Wednesday, August 24, 2011

{Annmarie investigating the function of the epiglottis on the internet.}

My six-year-old is stubborn and inquisitive. She constantly bombards me with questions and doesn't stop until she gets a satisfying answer. When I'm feeling less patient, I tell her the answer to Life the Universe and Everything is forty-two and send her out to play.

But the questions persist.

I realize part of that is her age and part of it is imbedded in her DNA. When I was six (and twelve and twenty-eight) I wanted to know everything. My mother got so weary of the constant inquisition she bought me a set of world book encyclopedias. I read them cover to cover, earmarked my favorite parts and read them again. I even tried to pack the entire set off with me to college but they fell apart.

I've never outgrown that need for knowledge and doubt my daughter will either.
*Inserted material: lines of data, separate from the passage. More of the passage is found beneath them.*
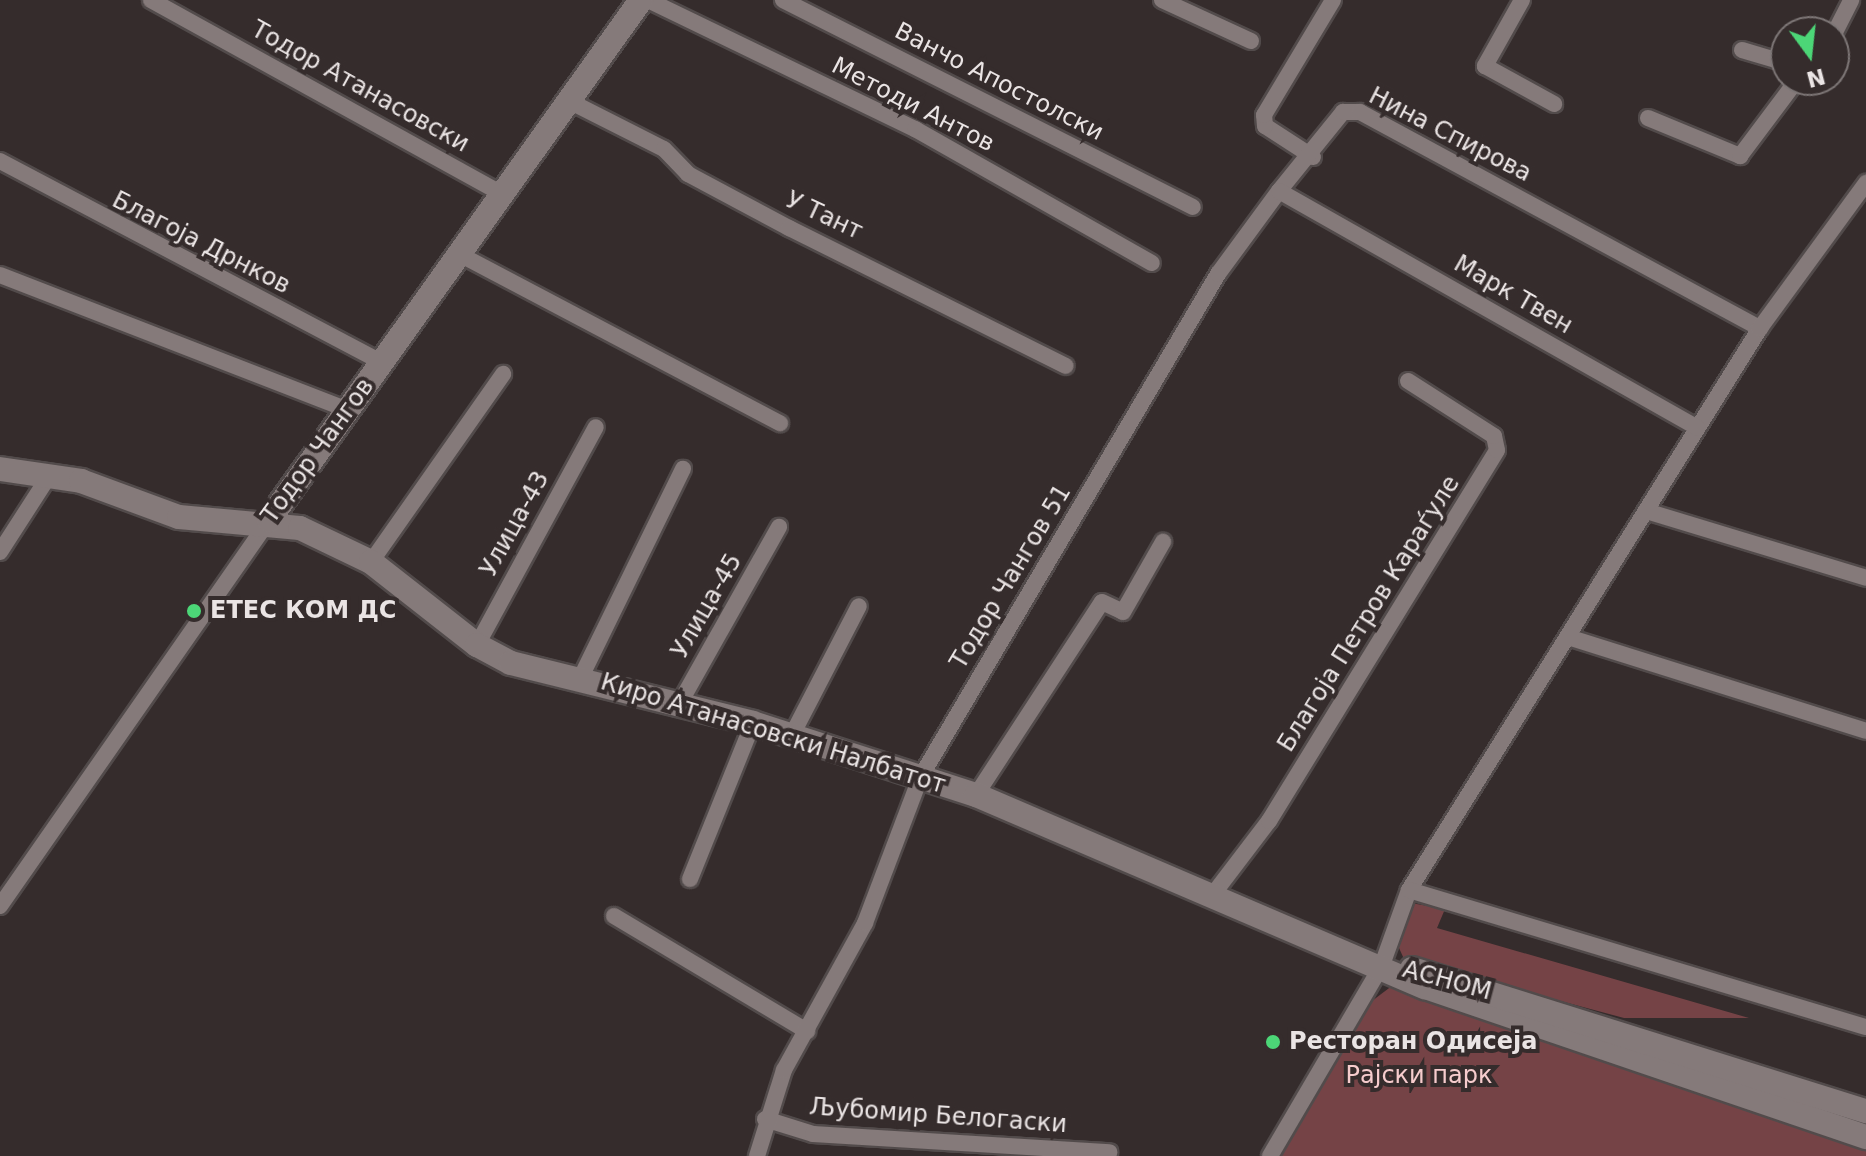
<!DOCTYPE html>
<meta charset="utf-8">
<style>
body{margin:0}
#map{position:relative;width:1866px;height:1156px;overflow:hidden;background:#352c2c;font-family:"DejaVu Sans",sans-serif}
div>[style]{position:absolute}
.green>*{inset:0;background:#754346}
.roads{filter:drop-shadow(2px 0 #524b4b) drop-shadow(-2px 0 #524b4b) drop-shadow(0 2px #524b4b) drop-shadow(0 -2px #524b4b)}
.street>*{height:16px;margin:-8px;padding:0 8px;transform-origin:8px;border-radius:8px;background:#857a7a}
.secondary>*{height:24px;margin:-12px;padding:0 12px;transform-origin:12px;border-radius:12px;background:#857a7a}
.dots>*{width:22px;height:22px;translate:-50% -50%;box-sizing:border-box;border:4px solid #352c2c;border-radius:50%}
span{translate:-50% -50%;white-space:nowrap;text-align:center;line-height:1.15;-webkit-text-stroke:8px #352c2c;paint-order:stroke}
.street-label{font-size:24px;color:#eae4e4}
.poi-label{font-size:24px;color:#eae4e4;font-weight:700}
.left{translate:0 -50%;text-align:left}
.park-label{font-size:24px;color:#f6cccd}
.north{position:absolute;left:1770px;top:16px;width:80px;height:80px;box-sizing:border-box;background:#352c2c;border:2px solid #7d7676;border-radius:50%;rotate:165deg;font-size:22px;font-weight:700;line-height:32px;text-align:center;color:#eae4e4}
.north::after{content:'';display:block;margin:auto;width:28px;height:36px;background:#4cd677;clip-path:polygon(50% 0,100% 100%,50% 72%,0 100%)}
</style>
<div id="map">
<div class="green">
<div style="clip-path:polygon(1411px 903px,1445px 909px,1437px 928px,1749px 1018px,1624px 1018px,1404px 959px,1395px 939px)"></div>
<div style="clip-path:polygon(1397px 982px,1866px 1147px,1866px 1156px,1273px 1156px,1372px 1001px)"></div>
</div>
<div class="roads">
<div class="street">
<div style="left:151px;top:0;width:402px;rotate:28.9deg"></div>
<div style="left:648px;top:0;width:297px;rotate:25.8deg"></div>
<div style="left:915px;top:129px;width:272px;rotate:29.5deg"></div>
<div style="left:783px;top:0;width:459px;rotate:26.8deg"></div>
<div style="left:1162px;top:0;width:98px;rotate:24.7deg"></div>
<div style="left:1522px;top:0;width:76px;rotate:119.3deg"></div>
<div style="left:1485px;top:66px;width:79px;rotate:28.8deg"></div>
<div style="left:1834px;top:34px;width:38px;rotate:-63deg"></div>
<div style="left:1742px;top:50px;width:46px;rotate:16.5deg"></div>
<div style="left:569px;top:101px;width:106px;rotate:26.8deg"></div>
<div style="left:664px;top:149px;width:35px;rotate:46deg"></div>
<div style="left:688px;top:174px;width:115px;rotate:28.1deg"></div>
<div style="left:789px;top:228px;width:309px;rotate:26.5deg"></div>
<div style="left:1648px;top:118px;width:100px;rotate:22.4deg"></div>
<div style="left:1740px;top:156px;width:95px;rotate:-53.1deg"></div>
<div style="left:1313px;top:157px;width:57px;rotate:-147.1deg"></div>
<div style="left:1265px;top:126px;width:11px;rotate:-95deg"></div>
<div style="left:1264px;top:115px;width:134px;rotate:-59deg"></div>
<div style="left:0;top:161px;width:432px;rotate:27.8deg"></div>
<div style="left:1279px;top:191px;width:102px;rotate:-51deg"></div>
<div style="left:1343px;top:112px;width:17px"></div>
<div style="left:1360px;top:112px;width:455px;rotate:28.4deg"></div>
<div style="left:459px;top:254px;width:363px;rotate:27.8deg"></div>
<div style="left:0;top:275px;width:373px;rotate:21.2deg"></div>
<div style="left:1646px;top:511px;width:230px;rotate:16.9deg"></div>
<div style="left:0;top:552px;width:94px;rotate:-57.2deg"></div>
<div style="left:371px;top:562px;width:230px;rotate:-54.9deg"></div>
<div style="left:1568px;top:637px;width:312px;rotate:17.5deg"></div>
<div style="left:477px;top:645px;width:248px;rotate:-61.4deg"></div>
<div style="left:581px;top:677px;width:232px;rotate:-63.9deg"></div>
<div style="left:677px;top:708px;width:208px;rotate:-60.6deg"></div>
<div style="left:792px;top:735px;width:145px;rotate:-62.6deg"></div>
<div style="left:976px;top:795px;width:230px;rotate:-56.9deg"></div>
<div style="left:1102px;top:602px;width:23px;rotate:25deg"></div>
<div style="left:1123px;top:612px;width:81px;rotate:-60.3deg"></div>
<div style="left:690px;top:879px;width:168px;rotate:-68deg"></div>
<div style="left:1409px;top:890px;width:663px;rotate:-58.01deg"></div>
<div style="left:1760px;top:328px;width:180px;rotate:-53.8deg"></div>
<div style="left:1211px;top:897px;width:96px;rotate:-52.7deg"></div>
<div style="left:1269px;top:821px;width:435px;rotate:-58.4deg"></div>
<div style="left:1497px;top:450px;width:14px;rotate:-102deg"></div>
<div style="left:1494px;top:436px;width:102px;rotate:-147.4deg"></div>
<div style="left:0;top:906px;width:470px;rotate:-55.1deg"></div>
<div style="left:614px;top:916px;width:225px;rotate:30.8deg"></div>
<div style="left:765px;top:1119px;width:50px;rotate:17.4deg"></div>
<div style="left:813px;top:1134px;width:297px;rotate:3.5deg"></div>
<div style="left:757px;top:1156px;width:90px;rotate:-72.6deg"></div>
<div style="left:784px;top:1070px;width:168px;rotate:-61.1deg"></div>
<div style="left:865px;top:923px;width:155px;rotate:-69.2deg"></div>
<div style="left:920px;top:778px;width:586px;rotate:-59.41deg"></div>
<div style="left:1218px;top:274px;width:103px;rotate:-53.7deg"></div>
<div style="left:1279px;top:191px;width:481px;rotate:29.5deg"></div>
<div style="left:1270px;top:1156px;width:221px;rotate:-59.6deg"></div>
<div style="left:1382px;top:965px;width:80px;rotate:-70.2deg"></div>
<div style="left:1409px;top:890px;width:477px;rotate:16.7deg"></div>
</div>
<div class="secondary">
<div style="left:0;top:469px;width:82px;rotate:8.4deg"></div>
<div style="left:81px;top:481px;width:104px;rotate:20.2deg"></div>
<div style="left:179px;top:517px;width:121px;rotate:5.2deg"></div>
<div style="left:300px;top:528px;width:79px;rotate:25.6deg"></div>
<div style="left:371px;top:562px;width:135px;rotate:38.1deg"></div>
<div style="left:477px;top:645px;width:38px;rotate:28deg"></div>
<div style="left:511px;top:663px;width:249px;rotate:13.9deg"></div>
<div style="left:753px;top:723px;width:234px;rotate:17.9deg"></div>
<div style="left:976px;top:795px;width:488px;rotate:23.2deg"></div>
<div style="left:1425px;top:987px;width:466px;rotate:18.8deg"></div>
<div style="left:269px;top:520px;width:639px;rotate:-54.42deg"></div>
<div style="left:1412px;top:969px;width:476px;rotate:17.4deg"></div>
</div>
</div>
<div class="dots">
<div style="left:194px;top:611px;background:#4cd677"></div>
<div style="left:1273px;top:1042px;background:#4cd677"></div>
</div>
<div class="street-label">
<span style="left:999px;top:82px;rotate:27deg">Ванчо Апостолски</span>
<span style="left:360px;top:87px;rotate:29deg">Тодор Атанасовски</span>
<span style="left:913px;top:105px;rotate:27deg">Методи Антов</span>
<span style="left:1450px;top:135px;rotate:27deg">Нина Спирова</span>
<span style="left:824px;top:216px;rotate:25deg">У Тант</span>
<span style="left:201px;top:243px;rotate:27deg">Благоја Дрнков</span>
<span style="left:1513px;top:295px;rotate:30deg">Марк Твен</span>
<span style="left:318px;top:451px;rotate:-54deg">Тодор Чангов</span>
<span style="left:515px;top:524px;rotate:-61deg">Улица-43</span>
<span style="left:1011px;top:577px;rotate:-59deg">Тодор Чангов 51</span>
<span style="left:707px;top:606px;rotate:-60deg">Улица-45</span>
<span style="left:1369px;top:614px;rotate:-58deg">Благоја Петров Караѓуле</span>
<span style="left:773px;top:734px;rotate:17deg">Киро Атанасовски Налбатот</span>
<span style="left:1447px;top:981px;rotate:15deg">АСНОМ</span>
<span style="left:938px;top:1116px;rotate:4deg">Љубомир Белогаски</span>
</div>
<div class="poi-label">
<span class="left" style="left:210px;top:611px">ЕТЕС КОМ ДС</span>
<span class="left" style="left:1289px;top:1042px">Ресторан Одисеја</span>
</div>
<div class="park-label">
<span style="left:1419px;top:1076px">Рајски парк</span>
</div>
<div class="north">N</div>
</div>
I still want to know everything about everything. So I understand her deep hunger. She doesn't just want to know. She needs to know and can't be satisfied until she has an answer.

Lately, her obsession is human physiology. She want's to know how every system in the body works. Here are a few examples of her recent questions:

"Where's the esophogus and what does it do?"
"Do my kidney's only process drinks or soup too?"
"If my liver is a giant filter what happens to all the bad stuff it separates?"

Thank you Professor Gardner for forced memorization. Had you not forced me to peer inside a human cadaver my sophomore year in college I would have never been able to tell my daughter that the liver is basically a giant coffee filter.

Google helps with the answers I don't remember but it's just not the same as those old encyclopedias. There's just something powerful about holding the answer in your fingertips. We recently purchased a DK How it works book on the human body. It's the size of a coffee table. You should see Annmarie pack it around.

Anyway, while my little one was mulling through Circulation and Digestion. I'd been asking a few questions myself.

One of my physicians suggested cutting things out of my life to help me recover. So I'd been asking myself what can go. I love so many things. Right now I can't do them all. So I'd been trying to do a little selective amputation. What do I give up? Teaching? Writing? Cooking? Yoga?

They all bring me joy. So how do I choose which one to let go?

I'd been wrestling with this subject for a while and didn't feel like I was getting a satisfactory answer. In walked Annmarie with that giant book of the human body under her arm. I could see a question burning in her brain and I was so, so tempted to give her my standard Hitchhiker's Guide to the Galaxy answer but she looked deeply troubled. I dropped onto my knees, so I could look her in the eye, and asked. "How can I help you my dear?"

She wrapped her fingers firmly around the book's binding. "There are so many parts of the body. And they all do important things, but which one is the MOST Important?"

I sat on my feet and pondered the question. Was it the heart? Brain? Lungs? Kidneys?

"They're all important?" I said. "You can't live without any of them. If you take one system away the whole body suffers."

I understand this concept because ONE SYSTEM in my body is out of order and it's impacting ALL of them. Each system of the body supports the others. They are all unique and important.

Well, isn't cutting pieces of my life away akin to cutting out organs? Yes, there are foreign cancers that invade and must be removed to preserve the whole. And sometimes there needs to be surgical adjustments to help organs better function. But how can I choose to eliminate entire parts of myself? They are all parts of my whole.

I don't think my physician meant for me to cut out parts of my life that nourish me. I think he meant that I cut out things that erode, cancerous burdens that seem urgent but are ultimately not important. Like the laundry! Or the ringing telephone! But instead I have tried to amputate parts of myself.

I gave up writing because I thought it was an all or nothing deal. Then I did the same thing with teaching. I've compartmentalized my life, cutting it into segments to make myself well. But these amputations have negatively impacted my health.

Writing pumps my heart and teaching fills my lungs. Gardening, yoga, music, and painting all serve a function. I cannot live my life without them. They are all necessary parts of my whole.


John Bradfield said...

Perfect epiphany.

In college, I read something by some famous author called Against Epiphanies, you're probably much more familiar with it than me. But I didn't agree with the concept then any more than I do now. Our life is meant to be a learning experience.

Doing what you love has healing powers—if not physical, then at least spiritual, mental, and emotional.

John Bradfield said...

Don't get me wrong. I think Baxter is pretty darn good, and I like some of his stuff. But I also like epiphanies. I think it's one way God speaks to us.